━━ Record extracts

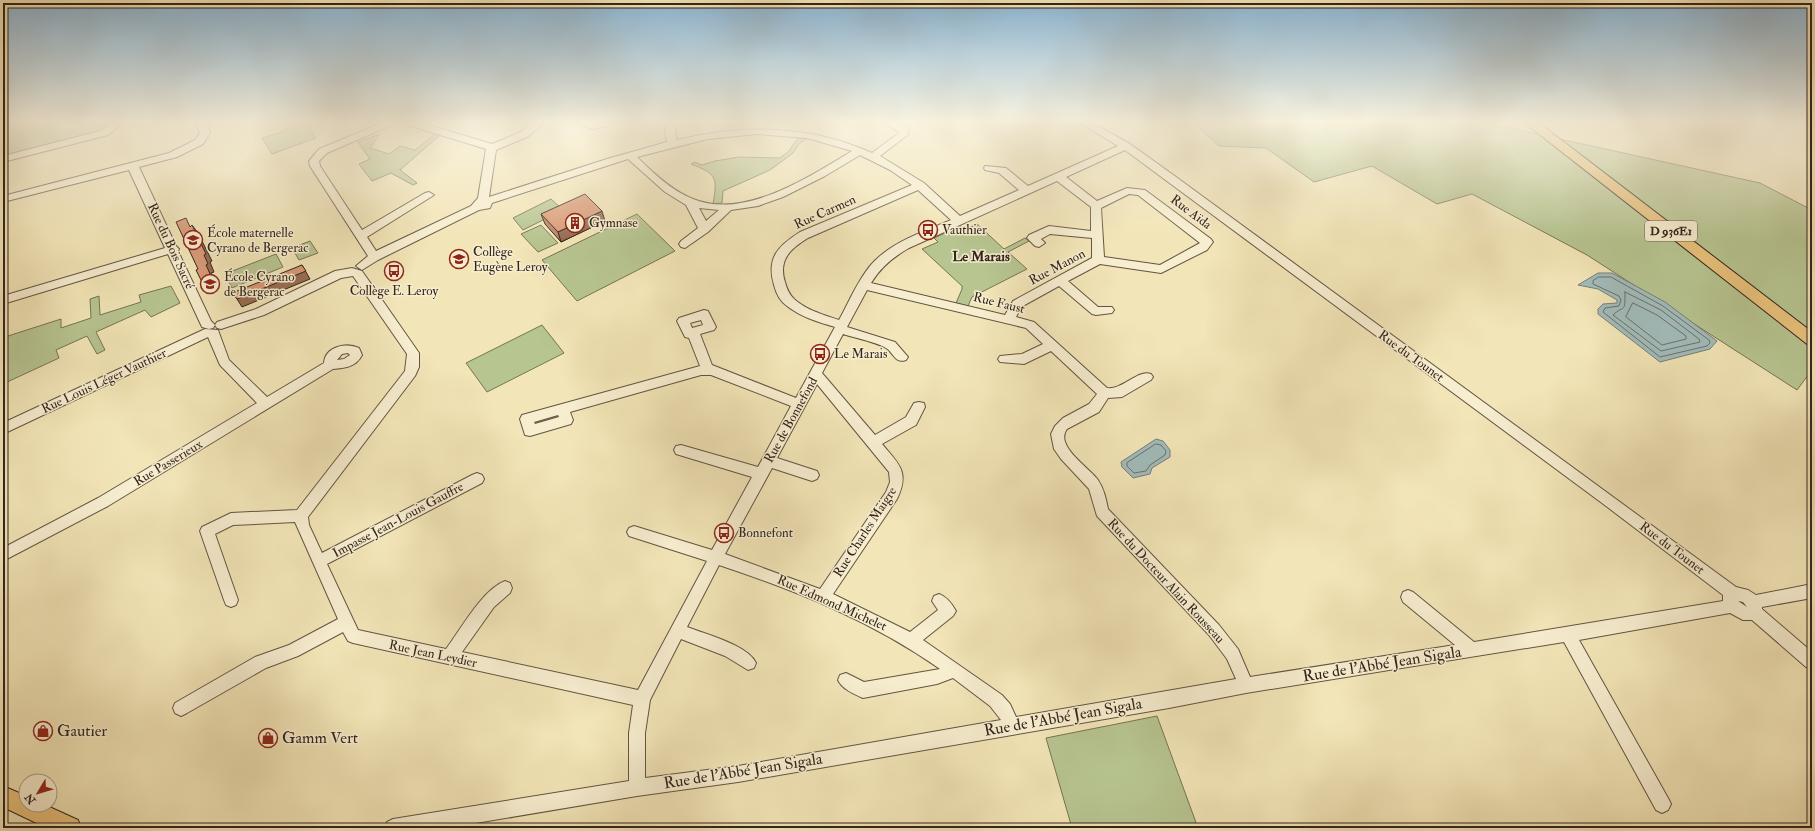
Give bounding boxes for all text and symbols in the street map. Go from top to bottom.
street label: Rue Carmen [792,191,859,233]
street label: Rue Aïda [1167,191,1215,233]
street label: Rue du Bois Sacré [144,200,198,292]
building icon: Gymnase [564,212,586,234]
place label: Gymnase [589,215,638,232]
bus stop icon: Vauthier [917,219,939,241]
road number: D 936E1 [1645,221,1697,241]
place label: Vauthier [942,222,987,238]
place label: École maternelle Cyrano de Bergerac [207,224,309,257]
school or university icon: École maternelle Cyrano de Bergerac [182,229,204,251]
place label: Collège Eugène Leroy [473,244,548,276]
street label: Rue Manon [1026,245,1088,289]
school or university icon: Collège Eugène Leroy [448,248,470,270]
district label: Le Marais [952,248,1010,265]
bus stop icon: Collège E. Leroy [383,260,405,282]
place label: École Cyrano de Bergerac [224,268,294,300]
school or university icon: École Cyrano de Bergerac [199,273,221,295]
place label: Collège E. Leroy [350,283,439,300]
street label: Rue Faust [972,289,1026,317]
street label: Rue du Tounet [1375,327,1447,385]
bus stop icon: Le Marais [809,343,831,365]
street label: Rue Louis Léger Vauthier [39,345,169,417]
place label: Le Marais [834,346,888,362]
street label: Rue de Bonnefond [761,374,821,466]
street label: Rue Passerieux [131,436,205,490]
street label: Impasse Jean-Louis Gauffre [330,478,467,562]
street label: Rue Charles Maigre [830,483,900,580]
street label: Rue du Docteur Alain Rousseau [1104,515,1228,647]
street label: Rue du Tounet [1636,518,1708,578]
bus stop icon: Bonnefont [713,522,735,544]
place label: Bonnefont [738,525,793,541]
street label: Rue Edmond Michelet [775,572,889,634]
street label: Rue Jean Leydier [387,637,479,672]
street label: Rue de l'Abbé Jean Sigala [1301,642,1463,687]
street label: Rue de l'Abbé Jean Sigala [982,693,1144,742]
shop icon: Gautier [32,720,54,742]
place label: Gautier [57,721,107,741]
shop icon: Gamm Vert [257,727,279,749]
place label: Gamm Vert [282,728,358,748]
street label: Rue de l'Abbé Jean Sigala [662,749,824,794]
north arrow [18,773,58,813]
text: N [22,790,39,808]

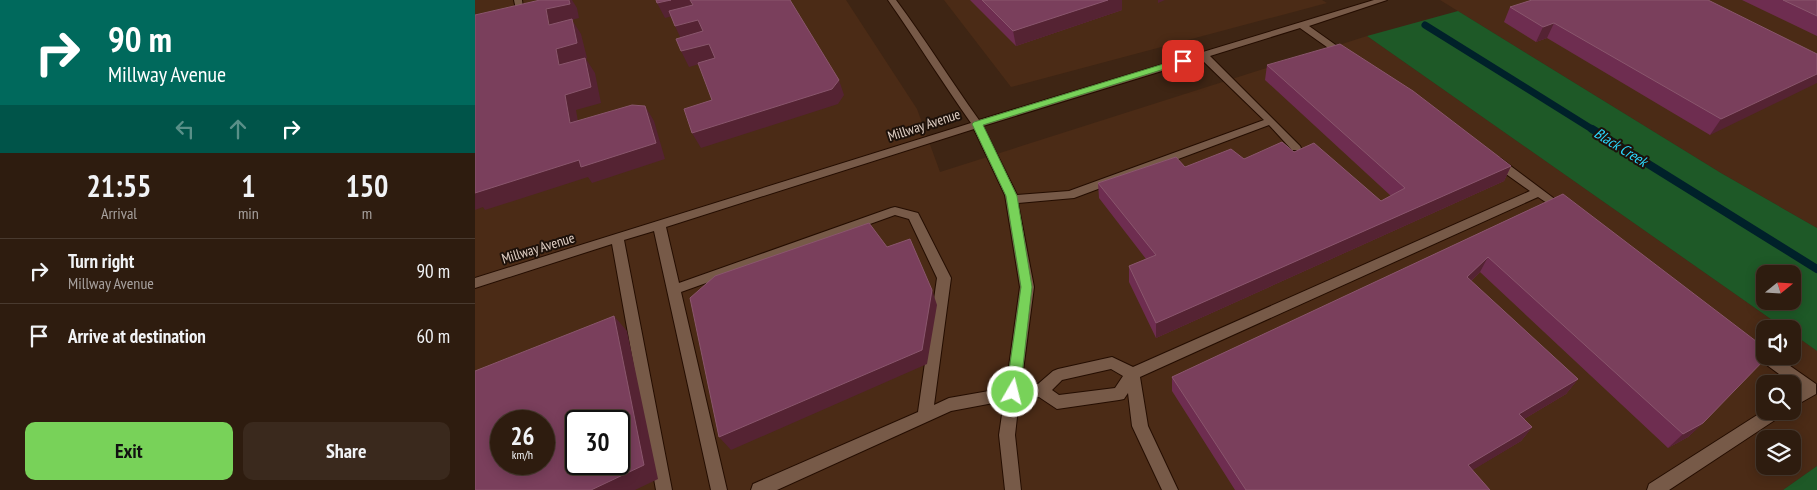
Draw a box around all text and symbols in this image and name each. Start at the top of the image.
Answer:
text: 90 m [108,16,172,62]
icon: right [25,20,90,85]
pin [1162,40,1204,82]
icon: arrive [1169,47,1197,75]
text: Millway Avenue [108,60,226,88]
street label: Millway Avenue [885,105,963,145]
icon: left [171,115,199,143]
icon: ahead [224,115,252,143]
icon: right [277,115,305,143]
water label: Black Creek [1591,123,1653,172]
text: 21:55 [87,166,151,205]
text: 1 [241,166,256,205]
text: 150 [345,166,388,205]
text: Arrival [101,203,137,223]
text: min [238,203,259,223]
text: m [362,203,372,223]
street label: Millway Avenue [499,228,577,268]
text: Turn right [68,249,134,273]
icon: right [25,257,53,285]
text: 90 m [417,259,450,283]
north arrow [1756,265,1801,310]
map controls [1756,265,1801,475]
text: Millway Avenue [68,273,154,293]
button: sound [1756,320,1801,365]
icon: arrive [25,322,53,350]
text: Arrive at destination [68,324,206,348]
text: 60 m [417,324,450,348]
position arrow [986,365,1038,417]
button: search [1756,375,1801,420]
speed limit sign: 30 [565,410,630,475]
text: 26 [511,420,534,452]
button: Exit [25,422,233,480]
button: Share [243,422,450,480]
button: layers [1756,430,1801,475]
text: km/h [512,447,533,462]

━━━━

In the entries above, find every line holding the word "school" and copy it out.

school or university icon: École maternelle Cyrano de Bergerac [182,229,204,251]
school or university icon: Collège Eugène Leroy [448,248,470,270]
school or university icon: École Cyrano de Bergerac [199,273,221,295]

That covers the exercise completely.